*Exercise directions*. From the entries below, copy out all lines holding "turn".

(Items listed in a dataset)
#####

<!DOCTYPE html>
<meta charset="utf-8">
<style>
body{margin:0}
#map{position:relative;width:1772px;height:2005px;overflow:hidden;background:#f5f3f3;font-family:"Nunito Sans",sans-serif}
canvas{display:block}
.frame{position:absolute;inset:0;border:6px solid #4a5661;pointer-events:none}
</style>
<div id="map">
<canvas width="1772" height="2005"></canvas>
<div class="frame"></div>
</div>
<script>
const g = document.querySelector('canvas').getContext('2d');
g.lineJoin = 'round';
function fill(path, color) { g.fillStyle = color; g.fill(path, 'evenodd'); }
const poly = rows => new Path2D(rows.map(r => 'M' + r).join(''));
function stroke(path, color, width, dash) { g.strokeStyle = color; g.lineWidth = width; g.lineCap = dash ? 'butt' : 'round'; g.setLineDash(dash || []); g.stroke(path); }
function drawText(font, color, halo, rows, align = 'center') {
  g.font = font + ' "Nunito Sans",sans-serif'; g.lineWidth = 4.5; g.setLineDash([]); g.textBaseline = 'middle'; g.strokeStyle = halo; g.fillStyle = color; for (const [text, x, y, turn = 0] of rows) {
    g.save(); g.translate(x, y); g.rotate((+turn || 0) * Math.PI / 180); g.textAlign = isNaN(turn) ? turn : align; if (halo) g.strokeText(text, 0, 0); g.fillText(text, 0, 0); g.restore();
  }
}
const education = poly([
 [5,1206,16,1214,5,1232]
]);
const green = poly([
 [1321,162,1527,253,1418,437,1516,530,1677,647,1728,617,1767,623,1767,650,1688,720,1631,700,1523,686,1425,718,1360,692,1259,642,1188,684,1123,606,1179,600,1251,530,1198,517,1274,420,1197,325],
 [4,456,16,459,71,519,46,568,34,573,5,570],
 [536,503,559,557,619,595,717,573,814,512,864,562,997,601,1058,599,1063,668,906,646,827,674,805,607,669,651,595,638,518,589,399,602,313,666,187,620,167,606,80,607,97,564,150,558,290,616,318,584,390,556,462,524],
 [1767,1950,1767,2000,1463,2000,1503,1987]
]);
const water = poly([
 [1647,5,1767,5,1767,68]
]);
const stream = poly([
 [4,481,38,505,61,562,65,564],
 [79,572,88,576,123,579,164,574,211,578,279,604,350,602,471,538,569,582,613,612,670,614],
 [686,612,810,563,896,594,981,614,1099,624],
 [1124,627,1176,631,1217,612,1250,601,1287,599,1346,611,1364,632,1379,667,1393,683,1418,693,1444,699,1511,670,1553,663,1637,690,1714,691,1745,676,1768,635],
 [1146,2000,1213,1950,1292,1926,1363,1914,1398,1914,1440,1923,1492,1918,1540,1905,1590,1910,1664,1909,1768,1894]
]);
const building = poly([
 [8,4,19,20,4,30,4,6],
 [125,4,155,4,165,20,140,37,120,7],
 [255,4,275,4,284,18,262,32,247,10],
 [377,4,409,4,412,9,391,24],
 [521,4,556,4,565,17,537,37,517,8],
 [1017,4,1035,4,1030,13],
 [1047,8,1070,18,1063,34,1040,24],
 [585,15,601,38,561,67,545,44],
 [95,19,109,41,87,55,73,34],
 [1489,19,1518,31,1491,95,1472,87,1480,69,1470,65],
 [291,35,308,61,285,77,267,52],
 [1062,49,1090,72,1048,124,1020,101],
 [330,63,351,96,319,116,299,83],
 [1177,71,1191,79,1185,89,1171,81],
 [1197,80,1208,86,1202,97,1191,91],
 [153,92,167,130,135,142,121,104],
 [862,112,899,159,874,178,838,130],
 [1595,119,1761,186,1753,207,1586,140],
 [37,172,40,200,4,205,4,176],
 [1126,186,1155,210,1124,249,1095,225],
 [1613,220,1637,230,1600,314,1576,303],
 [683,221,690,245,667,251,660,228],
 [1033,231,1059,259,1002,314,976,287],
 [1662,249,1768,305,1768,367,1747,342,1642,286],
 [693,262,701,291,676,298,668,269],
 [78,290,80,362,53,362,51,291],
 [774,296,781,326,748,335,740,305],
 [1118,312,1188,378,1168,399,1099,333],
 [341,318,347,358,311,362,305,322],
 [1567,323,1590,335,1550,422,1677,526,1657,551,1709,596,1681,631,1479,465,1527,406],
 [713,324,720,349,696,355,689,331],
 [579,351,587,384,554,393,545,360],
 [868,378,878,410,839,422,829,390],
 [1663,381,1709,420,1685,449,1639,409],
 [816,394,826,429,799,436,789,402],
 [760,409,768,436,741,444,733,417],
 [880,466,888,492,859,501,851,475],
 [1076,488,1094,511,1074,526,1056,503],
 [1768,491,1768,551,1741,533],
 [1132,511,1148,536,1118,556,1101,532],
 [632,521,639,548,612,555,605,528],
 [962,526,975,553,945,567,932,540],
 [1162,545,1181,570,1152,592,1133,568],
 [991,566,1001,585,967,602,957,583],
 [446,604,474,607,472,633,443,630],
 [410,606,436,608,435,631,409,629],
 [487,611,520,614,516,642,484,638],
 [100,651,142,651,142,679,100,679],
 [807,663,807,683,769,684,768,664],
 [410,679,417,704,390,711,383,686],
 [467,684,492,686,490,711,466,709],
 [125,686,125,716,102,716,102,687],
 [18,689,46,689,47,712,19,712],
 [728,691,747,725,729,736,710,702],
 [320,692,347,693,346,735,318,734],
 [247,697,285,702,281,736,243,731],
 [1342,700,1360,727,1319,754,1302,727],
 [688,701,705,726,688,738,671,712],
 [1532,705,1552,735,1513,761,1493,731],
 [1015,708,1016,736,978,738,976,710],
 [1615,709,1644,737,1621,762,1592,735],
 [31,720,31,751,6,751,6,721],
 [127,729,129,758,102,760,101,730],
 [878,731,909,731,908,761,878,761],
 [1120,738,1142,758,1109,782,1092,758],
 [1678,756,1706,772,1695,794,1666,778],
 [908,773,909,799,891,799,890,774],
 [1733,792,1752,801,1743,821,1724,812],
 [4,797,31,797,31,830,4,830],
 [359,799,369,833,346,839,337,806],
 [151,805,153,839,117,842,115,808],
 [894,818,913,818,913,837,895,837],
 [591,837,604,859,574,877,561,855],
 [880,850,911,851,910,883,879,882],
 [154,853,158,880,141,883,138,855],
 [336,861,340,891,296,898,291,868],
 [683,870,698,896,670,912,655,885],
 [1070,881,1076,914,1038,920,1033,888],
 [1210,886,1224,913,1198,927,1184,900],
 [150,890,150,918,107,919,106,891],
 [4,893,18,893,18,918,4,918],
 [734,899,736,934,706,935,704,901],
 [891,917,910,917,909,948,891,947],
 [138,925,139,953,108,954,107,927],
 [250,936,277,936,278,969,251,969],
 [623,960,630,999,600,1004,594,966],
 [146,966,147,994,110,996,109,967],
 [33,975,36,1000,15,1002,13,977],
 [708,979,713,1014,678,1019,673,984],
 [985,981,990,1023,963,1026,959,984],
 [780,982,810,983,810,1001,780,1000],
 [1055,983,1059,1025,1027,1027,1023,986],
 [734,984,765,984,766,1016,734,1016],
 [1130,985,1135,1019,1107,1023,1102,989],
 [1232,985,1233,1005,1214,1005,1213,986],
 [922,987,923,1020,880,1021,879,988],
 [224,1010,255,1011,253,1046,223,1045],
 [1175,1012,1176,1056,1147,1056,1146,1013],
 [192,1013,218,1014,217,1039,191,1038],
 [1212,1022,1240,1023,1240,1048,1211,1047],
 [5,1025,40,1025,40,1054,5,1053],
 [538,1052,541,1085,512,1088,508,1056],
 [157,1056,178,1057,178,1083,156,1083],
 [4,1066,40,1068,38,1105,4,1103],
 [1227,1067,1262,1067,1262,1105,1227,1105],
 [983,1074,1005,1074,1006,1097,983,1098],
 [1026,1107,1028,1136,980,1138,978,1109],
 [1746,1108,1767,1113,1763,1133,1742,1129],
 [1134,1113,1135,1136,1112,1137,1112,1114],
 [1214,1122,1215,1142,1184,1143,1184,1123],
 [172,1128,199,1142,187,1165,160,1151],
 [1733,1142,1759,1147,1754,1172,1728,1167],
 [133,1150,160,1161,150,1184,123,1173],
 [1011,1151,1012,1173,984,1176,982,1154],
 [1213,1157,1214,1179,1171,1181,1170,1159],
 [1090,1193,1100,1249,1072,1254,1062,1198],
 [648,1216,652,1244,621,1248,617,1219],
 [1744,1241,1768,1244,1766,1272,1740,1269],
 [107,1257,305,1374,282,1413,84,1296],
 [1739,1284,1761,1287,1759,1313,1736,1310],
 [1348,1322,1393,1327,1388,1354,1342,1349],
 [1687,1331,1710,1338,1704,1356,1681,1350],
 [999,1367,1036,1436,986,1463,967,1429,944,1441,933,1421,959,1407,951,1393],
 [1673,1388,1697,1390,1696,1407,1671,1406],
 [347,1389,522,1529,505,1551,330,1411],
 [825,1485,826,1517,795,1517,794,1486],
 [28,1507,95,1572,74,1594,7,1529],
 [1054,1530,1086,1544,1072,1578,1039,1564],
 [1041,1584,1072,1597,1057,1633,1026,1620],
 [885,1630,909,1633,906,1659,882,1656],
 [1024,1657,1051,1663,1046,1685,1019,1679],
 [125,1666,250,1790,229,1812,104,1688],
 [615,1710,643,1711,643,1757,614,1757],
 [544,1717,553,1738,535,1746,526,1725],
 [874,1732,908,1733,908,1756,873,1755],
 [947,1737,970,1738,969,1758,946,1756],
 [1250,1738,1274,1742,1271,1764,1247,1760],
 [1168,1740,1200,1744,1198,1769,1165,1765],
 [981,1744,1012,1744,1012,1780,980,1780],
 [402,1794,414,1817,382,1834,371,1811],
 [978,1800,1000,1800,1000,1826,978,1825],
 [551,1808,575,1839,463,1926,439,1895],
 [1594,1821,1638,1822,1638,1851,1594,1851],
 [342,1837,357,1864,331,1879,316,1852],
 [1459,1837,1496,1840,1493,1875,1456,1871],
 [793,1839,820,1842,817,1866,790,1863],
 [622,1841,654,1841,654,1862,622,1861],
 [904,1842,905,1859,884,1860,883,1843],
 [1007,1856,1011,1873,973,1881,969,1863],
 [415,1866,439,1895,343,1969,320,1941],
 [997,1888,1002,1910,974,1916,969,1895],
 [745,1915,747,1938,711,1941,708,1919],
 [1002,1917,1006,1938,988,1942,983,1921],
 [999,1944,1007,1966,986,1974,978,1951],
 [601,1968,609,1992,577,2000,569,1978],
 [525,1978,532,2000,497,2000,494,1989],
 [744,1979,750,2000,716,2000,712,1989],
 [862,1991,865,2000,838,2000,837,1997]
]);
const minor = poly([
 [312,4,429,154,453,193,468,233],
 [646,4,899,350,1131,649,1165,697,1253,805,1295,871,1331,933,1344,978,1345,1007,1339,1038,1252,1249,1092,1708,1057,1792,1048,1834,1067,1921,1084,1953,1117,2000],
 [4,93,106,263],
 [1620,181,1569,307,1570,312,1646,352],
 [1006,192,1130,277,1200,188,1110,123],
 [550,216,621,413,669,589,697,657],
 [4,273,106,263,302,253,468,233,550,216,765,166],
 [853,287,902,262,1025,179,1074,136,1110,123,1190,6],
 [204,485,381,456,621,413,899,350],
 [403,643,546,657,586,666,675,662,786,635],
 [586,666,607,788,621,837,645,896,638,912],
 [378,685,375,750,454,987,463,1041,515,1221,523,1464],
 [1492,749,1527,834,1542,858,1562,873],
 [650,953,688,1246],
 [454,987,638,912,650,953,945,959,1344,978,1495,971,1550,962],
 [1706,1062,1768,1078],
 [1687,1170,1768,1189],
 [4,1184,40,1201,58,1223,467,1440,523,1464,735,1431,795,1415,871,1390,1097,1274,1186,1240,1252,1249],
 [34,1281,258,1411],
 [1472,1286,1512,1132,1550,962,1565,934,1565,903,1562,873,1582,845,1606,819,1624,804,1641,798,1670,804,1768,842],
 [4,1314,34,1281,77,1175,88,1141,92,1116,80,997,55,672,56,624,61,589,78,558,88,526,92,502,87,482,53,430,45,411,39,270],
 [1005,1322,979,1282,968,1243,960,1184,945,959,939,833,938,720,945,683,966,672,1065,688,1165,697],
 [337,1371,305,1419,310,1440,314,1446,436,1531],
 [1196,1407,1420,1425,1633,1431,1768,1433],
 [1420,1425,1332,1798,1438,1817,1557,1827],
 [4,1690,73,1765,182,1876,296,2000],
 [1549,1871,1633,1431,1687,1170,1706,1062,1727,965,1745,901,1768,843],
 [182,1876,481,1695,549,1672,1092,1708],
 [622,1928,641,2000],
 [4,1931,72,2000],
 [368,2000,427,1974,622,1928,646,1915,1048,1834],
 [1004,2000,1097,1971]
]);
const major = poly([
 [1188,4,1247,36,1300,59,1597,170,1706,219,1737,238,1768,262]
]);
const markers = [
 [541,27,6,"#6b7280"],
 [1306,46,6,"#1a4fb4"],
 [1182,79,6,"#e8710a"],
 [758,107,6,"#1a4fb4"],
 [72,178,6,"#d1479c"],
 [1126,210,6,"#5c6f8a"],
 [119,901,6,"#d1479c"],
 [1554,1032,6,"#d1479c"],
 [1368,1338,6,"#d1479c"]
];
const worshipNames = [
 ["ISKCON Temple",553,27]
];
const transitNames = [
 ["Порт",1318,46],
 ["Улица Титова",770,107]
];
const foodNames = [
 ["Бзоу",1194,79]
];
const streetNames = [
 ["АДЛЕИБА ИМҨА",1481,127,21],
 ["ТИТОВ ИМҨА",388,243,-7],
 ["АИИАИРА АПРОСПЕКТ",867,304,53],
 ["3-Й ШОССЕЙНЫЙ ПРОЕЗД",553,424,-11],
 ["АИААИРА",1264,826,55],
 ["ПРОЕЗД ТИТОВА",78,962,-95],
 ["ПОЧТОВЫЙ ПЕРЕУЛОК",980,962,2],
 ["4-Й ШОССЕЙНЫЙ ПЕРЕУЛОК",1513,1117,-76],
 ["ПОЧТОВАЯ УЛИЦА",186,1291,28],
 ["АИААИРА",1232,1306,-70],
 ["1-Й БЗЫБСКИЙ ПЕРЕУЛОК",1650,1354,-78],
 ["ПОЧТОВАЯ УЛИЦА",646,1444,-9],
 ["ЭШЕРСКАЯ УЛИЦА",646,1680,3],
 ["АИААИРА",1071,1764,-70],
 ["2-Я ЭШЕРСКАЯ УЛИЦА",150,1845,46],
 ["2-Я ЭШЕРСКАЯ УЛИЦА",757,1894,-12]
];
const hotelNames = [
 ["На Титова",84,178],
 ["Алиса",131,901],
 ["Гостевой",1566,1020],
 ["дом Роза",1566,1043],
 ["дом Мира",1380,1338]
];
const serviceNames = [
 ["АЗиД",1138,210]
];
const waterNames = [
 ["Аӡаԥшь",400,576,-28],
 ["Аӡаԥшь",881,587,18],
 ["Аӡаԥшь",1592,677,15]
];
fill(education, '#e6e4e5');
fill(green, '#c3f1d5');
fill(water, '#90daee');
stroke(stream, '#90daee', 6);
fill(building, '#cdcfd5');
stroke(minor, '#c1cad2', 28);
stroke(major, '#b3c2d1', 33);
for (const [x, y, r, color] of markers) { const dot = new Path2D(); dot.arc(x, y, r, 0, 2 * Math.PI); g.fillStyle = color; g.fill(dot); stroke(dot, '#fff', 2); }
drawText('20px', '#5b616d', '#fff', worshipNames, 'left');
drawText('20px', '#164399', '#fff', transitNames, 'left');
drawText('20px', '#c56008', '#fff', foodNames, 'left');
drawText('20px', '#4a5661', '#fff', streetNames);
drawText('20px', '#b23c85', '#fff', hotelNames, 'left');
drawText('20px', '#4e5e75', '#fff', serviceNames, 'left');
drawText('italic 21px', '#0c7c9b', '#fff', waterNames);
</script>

#####

*Written solution*.
  g.font = font + ' "Nunito Sans",sans-serif'; g.lineWidth = 4.5; g.setLineDash([]); g.textBaseline = 'middle'; g.strokeStyle = halo; g.fillStyle = color; for (const [text, x, y, turn = 0] of rows) {
    g.save(); g.translate(x, y); g.rotate((+turn || 0) * Math.PI / 180); g.textAlign = isNaN(turn) ? turn : align; if (halo) g.strokeText(text, 0, 0); g.fillText(text, 0, 0); g.restore();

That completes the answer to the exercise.